> Task description
Each line holding the word "Tuusulan" must appear in the answer, copied from the entries.

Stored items
+++

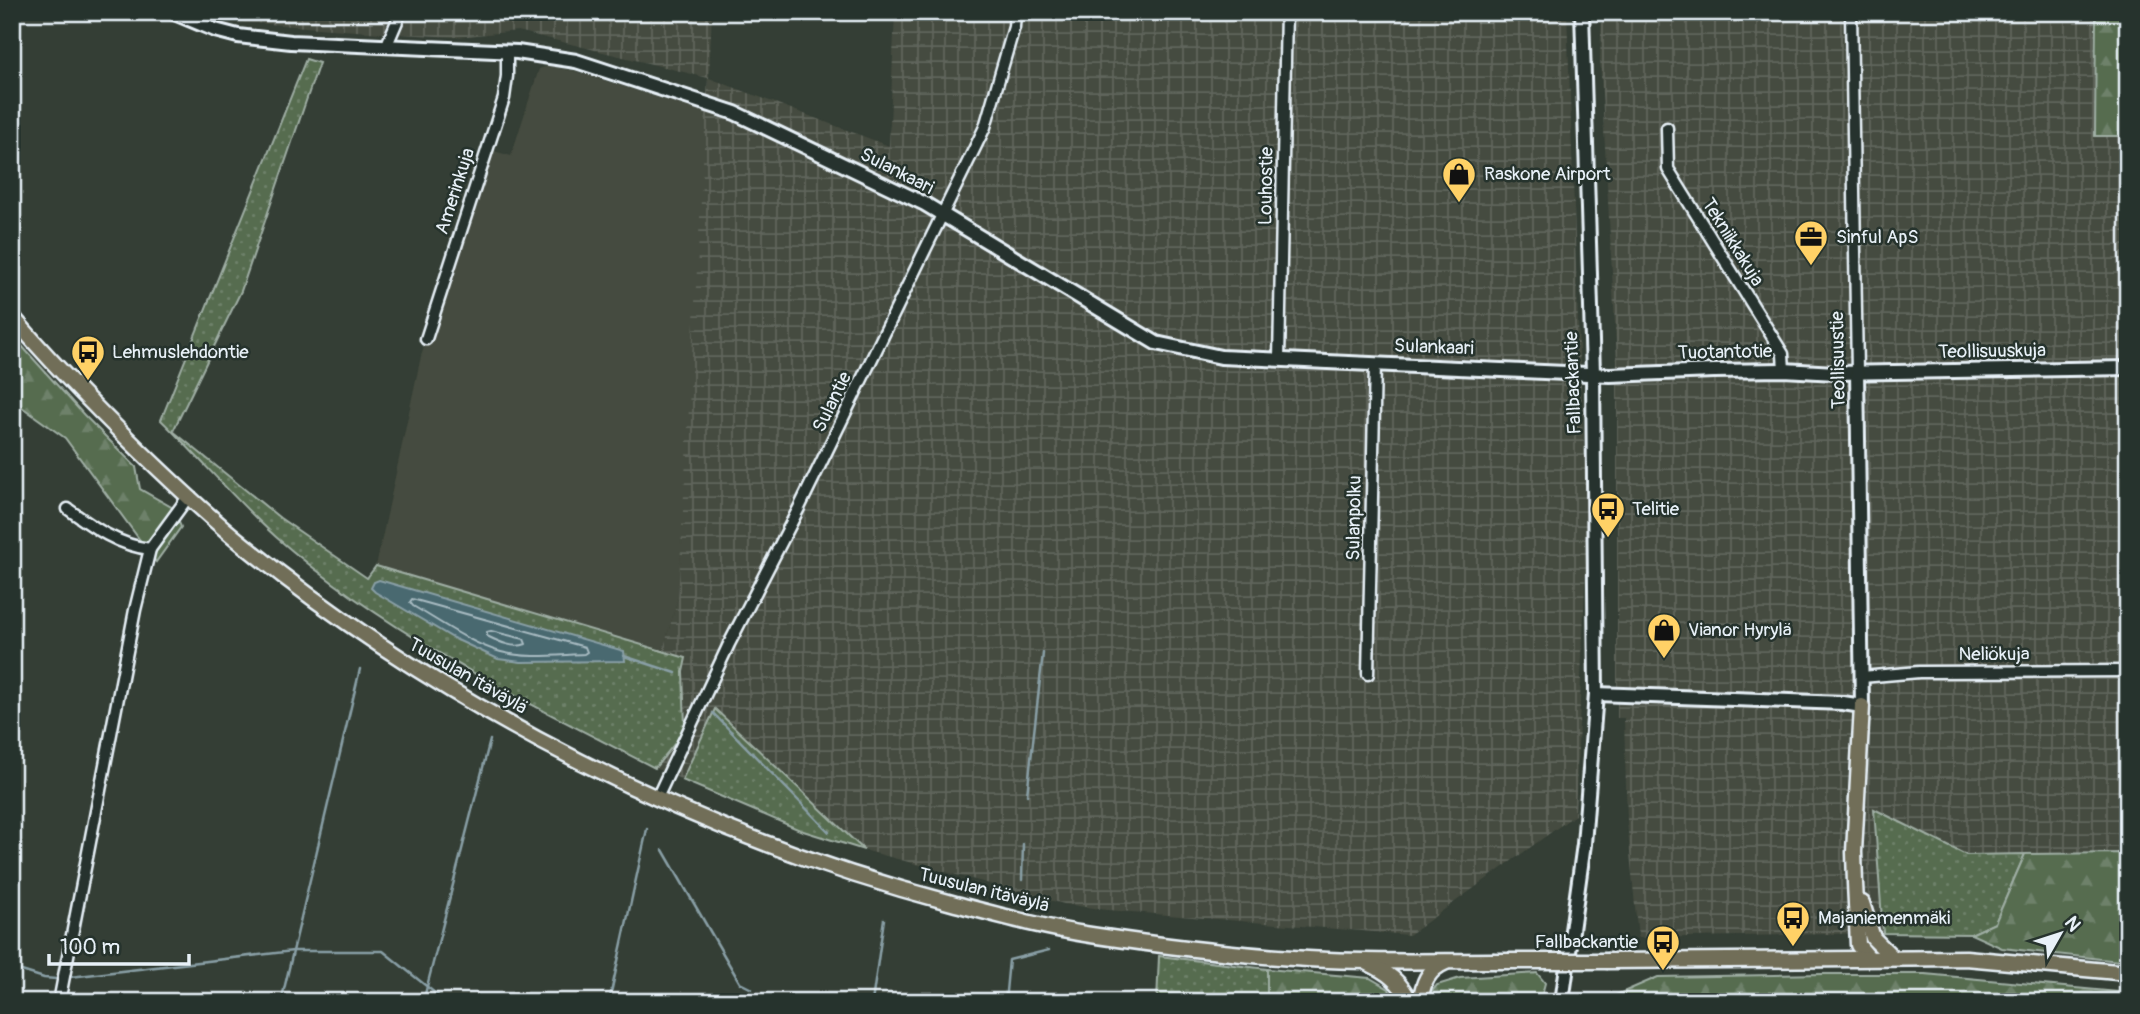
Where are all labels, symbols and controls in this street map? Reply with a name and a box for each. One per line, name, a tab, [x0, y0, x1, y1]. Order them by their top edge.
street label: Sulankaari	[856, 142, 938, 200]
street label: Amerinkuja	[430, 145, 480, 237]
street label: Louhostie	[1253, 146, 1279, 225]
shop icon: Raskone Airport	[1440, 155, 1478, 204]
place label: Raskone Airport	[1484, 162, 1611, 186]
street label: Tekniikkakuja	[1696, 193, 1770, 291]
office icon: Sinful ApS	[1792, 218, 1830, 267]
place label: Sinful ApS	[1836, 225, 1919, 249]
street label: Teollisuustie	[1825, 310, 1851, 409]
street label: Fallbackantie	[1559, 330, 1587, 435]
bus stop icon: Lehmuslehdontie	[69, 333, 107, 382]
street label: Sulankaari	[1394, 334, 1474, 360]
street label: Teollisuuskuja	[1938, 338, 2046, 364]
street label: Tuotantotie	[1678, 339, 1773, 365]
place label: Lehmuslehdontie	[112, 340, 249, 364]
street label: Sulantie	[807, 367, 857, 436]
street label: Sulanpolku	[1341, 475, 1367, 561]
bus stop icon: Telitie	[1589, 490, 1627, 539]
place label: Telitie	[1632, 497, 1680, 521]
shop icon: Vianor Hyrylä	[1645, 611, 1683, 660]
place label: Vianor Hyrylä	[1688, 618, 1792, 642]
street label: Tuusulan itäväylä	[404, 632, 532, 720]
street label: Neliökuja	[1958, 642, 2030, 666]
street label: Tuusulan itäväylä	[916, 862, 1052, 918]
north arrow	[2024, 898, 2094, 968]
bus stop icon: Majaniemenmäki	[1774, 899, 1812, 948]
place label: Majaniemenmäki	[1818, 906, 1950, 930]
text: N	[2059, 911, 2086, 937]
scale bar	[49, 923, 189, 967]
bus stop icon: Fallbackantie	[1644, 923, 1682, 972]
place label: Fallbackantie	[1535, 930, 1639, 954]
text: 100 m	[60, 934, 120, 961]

+++

> The answer
street label: Tuusulan itäväylä	[404, 632, 532, 720]
street label: Tuusulan itäväylä	[916, 862, 1052, 918]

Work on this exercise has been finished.